WHAT IS REQUIRED ▸ Which lines in the records below contain the word "utca"? Copy each of them.

Data items ▸
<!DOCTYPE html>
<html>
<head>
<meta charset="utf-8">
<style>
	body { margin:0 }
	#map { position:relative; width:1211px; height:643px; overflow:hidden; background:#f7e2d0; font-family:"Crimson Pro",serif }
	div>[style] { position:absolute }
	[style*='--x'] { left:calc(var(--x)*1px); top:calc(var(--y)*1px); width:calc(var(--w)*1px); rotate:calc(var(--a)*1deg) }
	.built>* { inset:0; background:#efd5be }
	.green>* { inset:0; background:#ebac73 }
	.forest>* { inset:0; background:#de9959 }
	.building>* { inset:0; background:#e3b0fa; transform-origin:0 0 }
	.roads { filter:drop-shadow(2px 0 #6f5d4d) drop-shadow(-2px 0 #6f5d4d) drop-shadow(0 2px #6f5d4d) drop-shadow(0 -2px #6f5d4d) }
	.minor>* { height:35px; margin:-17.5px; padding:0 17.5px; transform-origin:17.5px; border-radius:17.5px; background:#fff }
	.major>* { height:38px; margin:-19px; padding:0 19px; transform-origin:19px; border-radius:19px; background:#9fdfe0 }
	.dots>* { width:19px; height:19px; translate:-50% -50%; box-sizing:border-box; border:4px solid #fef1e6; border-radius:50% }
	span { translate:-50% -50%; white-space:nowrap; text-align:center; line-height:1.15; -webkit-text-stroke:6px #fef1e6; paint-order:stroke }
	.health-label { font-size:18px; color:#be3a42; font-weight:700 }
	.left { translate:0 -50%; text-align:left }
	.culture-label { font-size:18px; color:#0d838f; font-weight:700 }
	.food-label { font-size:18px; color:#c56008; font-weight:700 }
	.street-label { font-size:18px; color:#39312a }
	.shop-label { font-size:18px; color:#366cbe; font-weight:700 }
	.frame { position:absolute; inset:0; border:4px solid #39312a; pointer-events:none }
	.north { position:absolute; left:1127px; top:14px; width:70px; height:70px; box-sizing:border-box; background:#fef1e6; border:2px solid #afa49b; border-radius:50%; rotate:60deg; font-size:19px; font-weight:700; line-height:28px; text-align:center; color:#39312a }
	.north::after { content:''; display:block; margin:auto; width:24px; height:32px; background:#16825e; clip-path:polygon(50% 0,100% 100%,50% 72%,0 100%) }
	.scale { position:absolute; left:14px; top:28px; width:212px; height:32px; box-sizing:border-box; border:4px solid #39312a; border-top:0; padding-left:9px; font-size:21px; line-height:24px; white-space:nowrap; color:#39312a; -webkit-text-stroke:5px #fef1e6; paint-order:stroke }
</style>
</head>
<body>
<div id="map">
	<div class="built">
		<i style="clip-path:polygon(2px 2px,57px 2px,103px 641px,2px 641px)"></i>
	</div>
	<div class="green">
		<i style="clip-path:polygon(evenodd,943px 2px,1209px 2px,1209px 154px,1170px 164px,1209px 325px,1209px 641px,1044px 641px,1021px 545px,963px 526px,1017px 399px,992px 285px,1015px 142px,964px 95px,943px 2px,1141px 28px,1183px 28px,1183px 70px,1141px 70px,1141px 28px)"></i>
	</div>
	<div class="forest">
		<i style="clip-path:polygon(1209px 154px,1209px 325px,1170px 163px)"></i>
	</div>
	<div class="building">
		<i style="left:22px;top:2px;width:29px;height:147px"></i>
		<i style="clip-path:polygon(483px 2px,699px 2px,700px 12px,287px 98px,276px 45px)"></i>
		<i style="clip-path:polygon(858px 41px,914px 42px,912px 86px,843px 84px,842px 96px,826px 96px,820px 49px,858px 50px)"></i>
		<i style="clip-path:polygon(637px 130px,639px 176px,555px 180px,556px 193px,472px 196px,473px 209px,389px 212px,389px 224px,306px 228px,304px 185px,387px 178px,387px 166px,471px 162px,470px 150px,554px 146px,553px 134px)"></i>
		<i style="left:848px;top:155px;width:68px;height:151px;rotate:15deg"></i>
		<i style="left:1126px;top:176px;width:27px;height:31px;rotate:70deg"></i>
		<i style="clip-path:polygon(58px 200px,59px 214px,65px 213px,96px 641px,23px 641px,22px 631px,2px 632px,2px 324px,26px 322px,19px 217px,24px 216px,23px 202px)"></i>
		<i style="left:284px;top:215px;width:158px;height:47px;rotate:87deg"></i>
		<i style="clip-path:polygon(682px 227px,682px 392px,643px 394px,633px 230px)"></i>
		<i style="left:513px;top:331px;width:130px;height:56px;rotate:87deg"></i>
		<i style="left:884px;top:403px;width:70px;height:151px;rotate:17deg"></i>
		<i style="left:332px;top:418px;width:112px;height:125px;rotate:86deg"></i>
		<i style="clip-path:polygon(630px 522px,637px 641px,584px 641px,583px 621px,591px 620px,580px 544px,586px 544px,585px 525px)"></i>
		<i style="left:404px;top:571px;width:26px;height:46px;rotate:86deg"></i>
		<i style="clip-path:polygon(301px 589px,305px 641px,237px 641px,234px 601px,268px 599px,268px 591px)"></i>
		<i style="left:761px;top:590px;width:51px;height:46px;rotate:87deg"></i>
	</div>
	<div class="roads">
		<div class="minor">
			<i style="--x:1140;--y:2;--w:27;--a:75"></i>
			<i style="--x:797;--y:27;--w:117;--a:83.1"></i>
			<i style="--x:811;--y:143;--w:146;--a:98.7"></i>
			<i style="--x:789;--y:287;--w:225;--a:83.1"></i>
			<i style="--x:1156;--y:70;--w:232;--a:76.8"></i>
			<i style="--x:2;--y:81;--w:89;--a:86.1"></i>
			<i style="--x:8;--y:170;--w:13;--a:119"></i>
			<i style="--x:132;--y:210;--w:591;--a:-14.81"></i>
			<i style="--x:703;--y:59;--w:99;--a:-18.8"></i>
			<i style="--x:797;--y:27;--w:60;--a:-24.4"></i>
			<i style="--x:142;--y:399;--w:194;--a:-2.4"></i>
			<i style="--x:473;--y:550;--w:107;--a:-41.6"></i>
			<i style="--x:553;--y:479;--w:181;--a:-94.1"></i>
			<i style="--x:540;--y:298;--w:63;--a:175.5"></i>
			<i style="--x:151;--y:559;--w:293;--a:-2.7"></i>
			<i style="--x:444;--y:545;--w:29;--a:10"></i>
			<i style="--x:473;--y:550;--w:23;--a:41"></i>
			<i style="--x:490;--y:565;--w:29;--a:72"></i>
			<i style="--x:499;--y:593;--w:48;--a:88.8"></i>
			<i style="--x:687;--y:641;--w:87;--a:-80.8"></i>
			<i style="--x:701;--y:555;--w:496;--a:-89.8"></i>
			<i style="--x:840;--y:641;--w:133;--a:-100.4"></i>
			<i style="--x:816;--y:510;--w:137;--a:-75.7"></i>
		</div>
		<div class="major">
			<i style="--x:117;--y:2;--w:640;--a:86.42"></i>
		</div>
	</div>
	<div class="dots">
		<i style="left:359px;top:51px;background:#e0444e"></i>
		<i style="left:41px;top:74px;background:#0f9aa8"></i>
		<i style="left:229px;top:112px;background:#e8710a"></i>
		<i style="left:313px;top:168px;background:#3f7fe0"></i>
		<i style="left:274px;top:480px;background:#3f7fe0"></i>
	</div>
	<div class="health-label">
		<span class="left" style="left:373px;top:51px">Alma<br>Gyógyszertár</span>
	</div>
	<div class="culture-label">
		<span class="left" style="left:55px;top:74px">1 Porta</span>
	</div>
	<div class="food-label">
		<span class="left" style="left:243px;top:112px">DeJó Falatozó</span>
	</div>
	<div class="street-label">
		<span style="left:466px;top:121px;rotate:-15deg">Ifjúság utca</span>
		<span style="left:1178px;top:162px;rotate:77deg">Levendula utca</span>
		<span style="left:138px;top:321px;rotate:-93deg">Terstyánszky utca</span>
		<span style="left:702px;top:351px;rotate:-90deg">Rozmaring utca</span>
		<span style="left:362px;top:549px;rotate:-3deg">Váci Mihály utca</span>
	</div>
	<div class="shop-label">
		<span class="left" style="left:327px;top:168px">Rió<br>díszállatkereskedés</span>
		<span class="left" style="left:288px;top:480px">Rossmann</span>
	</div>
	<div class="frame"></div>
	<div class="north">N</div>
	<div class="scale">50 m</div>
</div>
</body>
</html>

FINISHED TASK ▸
		<span style="left:466px;top:121px;rotate:-15deg">Ifjúság utca</span>
		<span style="left:1178px;top:162px;rotate:77deg">Levendula utca</span>
		<span style="left:138px;top:321px;rotate:-93deg">Terstyánszky utca</span>
		<span style="left:702px;top:351px;rotate:-90deg">Rozmaring utca</span>
		<span style="left:362px;top:549px;rotate:-3deg">Váci Mihály utca</span>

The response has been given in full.